A literature survey revealed that there are only two density data sets reported by Zafarani-Moattar and Shekaari [10], [11], [12] and Iglesias et al. [13] for {methanol (1) + [BMIM][BF₄] (2)} at temperatures from (293.15 to 323.15) K and at atmospheric pressure. There are no reported density data for this mixture under pressure. The volumetric properties of the mixture [BMIM][BF₄] with other liquids such as water, ethanol, acetonitrile, dichloromethane, 2-butanone, N,N-dimethylformamide, and NTf₂ were measured by other authors [14], [15], [16], [17]. Previously [18], we reported the densities and other derived volumetric properties for {ethanol (1) + [BMIM][BF₄] (2)} over the same temperature and pressure ranges using the same apparatus.

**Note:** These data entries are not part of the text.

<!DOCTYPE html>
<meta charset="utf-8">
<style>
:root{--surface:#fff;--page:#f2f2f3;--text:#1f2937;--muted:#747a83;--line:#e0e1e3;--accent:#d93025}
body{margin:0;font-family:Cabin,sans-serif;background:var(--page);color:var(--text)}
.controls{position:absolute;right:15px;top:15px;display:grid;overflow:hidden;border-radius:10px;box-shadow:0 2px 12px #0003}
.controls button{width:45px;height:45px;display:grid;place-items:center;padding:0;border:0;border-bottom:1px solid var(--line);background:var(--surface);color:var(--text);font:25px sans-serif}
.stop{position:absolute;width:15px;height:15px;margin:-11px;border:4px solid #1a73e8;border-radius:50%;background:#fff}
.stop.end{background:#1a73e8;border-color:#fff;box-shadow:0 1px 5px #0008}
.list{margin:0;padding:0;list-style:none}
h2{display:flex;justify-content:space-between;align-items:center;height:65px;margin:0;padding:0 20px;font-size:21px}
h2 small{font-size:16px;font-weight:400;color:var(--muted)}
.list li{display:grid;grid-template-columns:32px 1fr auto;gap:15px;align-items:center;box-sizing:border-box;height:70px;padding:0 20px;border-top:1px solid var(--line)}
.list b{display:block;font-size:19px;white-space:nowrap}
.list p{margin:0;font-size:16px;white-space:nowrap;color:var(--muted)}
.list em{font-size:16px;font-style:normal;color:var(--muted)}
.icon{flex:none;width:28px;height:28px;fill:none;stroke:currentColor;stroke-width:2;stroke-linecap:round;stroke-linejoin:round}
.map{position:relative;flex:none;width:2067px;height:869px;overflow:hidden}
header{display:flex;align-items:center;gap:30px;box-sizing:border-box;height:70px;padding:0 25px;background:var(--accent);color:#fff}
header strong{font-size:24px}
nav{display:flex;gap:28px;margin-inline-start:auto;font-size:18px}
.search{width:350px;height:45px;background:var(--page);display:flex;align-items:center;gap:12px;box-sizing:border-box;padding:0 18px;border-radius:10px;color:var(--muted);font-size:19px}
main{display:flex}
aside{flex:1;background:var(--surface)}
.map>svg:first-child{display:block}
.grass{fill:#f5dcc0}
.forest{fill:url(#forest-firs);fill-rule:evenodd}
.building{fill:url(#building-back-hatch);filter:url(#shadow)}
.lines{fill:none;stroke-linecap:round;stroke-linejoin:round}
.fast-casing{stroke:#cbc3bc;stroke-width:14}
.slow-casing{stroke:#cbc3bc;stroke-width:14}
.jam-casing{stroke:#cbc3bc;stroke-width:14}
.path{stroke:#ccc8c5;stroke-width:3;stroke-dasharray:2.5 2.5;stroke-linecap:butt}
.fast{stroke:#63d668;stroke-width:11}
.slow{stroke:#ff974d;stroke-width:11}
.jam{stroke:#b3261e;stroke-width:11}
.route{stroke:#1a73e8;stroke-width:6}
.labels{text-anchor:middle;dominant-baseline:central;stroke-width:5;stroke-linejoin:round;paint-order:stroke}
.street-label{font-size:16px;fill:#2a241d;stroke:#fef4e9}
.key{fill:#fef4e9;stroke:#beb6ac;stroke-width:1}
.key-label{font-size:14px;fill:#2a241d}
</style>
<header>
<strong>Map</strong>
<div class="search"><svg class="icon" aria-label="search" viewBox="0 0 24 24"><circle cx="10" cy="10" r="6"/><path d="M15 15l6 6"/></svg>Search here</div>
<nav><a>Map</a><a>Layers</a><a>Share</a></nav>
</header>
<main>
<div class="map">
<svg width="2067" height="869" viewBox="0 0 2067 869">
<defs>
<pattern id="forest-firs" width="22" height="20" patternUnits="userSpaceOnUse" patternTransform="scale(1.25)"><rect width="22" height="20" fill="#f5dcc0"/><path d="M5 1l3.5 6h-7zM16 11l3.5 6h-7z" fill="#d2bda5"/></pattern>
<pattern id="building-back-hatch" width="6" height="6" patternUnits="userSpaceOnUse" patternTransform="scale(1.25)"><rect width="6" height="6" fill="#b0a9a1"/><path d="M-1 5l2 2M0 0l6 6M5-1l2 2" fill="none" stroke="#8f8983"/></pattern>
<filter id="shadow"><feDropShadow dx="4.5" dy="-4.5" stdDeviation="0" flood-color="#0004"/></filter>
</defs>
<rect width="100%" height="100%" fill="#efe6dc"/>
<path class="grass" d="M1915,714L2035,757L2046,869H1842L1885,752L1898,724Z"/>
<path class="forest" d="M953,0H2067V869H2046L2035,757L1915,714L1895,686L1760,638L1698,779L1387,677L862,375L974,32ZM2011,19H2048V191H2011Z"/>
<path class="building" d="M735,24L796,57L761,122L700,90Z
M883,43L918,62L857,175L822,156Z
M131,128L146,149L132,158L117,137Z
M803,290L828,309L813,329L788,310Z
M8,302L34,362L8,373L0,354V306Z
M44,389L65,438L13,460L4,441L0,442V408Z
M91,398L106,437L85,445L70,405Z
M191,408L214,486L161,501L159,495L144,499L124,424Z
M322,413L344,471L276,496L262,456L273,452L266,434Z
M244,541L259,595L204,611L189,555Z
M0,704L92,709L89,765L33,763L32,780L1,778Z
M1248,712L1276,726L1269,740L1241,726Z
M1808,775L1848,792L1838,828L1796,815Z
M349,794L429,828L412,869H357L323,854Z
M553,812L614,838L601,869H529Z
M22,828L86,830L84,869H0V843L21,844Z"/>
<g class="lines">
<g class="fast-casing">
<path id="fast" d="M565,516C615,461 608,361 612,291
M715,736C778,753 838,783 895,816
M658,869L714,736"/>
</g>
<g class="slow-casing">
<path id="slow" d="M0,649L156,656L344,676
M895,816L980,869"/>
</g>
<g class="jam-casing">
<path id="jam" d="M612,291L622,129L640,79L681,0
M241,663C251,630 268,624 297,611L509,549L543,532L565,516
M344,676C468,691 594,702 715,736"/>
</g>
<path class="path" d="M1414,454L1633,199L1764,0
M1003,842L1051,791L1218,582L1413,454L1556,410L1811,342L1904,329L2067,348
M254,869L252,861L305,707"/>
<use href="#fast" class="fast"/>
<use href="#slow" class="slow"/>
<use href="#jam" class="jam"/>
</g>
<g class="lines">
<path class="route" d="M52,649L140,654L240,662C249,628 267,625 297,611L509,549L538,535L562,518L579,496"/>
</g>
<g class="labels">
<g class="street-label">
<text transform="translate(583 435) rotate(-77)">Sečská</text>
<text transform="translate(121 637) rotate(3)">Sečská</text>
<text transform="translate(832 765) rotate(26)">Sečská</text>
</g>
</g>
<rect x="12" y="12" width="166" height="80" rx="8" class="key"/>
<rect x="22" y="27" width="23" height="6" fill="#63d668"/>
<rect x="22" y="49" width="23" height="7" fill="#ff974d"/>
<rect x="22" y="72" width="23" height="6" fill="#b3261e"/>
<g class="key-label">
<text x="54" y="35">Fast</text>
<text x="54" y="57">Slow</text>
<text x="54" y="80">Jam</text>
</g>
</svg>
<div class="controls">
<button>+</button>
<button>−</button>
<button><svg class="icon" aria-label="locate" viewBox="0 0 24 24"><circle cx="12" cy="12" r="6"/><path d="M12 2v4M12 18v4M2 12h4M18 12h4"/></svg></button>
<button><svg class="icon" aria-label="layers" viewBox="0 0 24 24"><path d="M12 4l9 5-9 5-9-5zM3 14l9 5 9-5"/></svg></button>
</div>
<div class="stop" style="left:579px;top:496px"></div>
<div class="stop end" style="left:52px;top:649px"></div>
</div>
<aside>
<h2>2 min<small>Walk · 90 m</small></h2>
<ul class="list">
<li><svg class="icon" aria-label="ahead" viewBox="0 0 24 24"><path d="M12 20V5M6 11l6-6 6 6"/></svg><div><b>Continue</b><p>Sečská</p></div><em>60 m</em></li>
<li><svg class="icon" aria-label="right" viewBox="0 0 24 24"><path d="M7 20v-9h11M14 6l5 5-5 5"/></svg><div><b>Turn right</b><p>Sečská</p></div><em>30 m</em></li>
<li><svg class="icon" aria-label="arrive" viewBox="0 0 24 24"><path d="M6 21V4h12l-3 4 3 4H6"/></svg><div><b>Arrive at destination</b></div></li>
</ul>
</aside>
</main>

The density of mixtures of other ILs ([BMIM][OcSO₄], [MMIM][CH₃SO₄], [BMIM][CH₃SO₄], [OMIM][BF₄], and [HMIM][PF₆]) with alcohols and n-alkanes was also measured by other authors [19], [20]. The main objective of this work is to provide new accurate experimental density data for binary {methanol (1) + [BMIM][BF₄] (2)} at temperatures from (298 to 398) K and at pressures (up to 40 MPa) over a whole composition range using a vibrating-tube technique. We also reported the derived volumetric (such as excess, partial, and apparent molar volumes) and structural (direct and total correlation function integrals) properties for this mixture. The present results considerably expand the available thermodynamic database for {methanol (1) + [BMIM][BF₄] (2)}.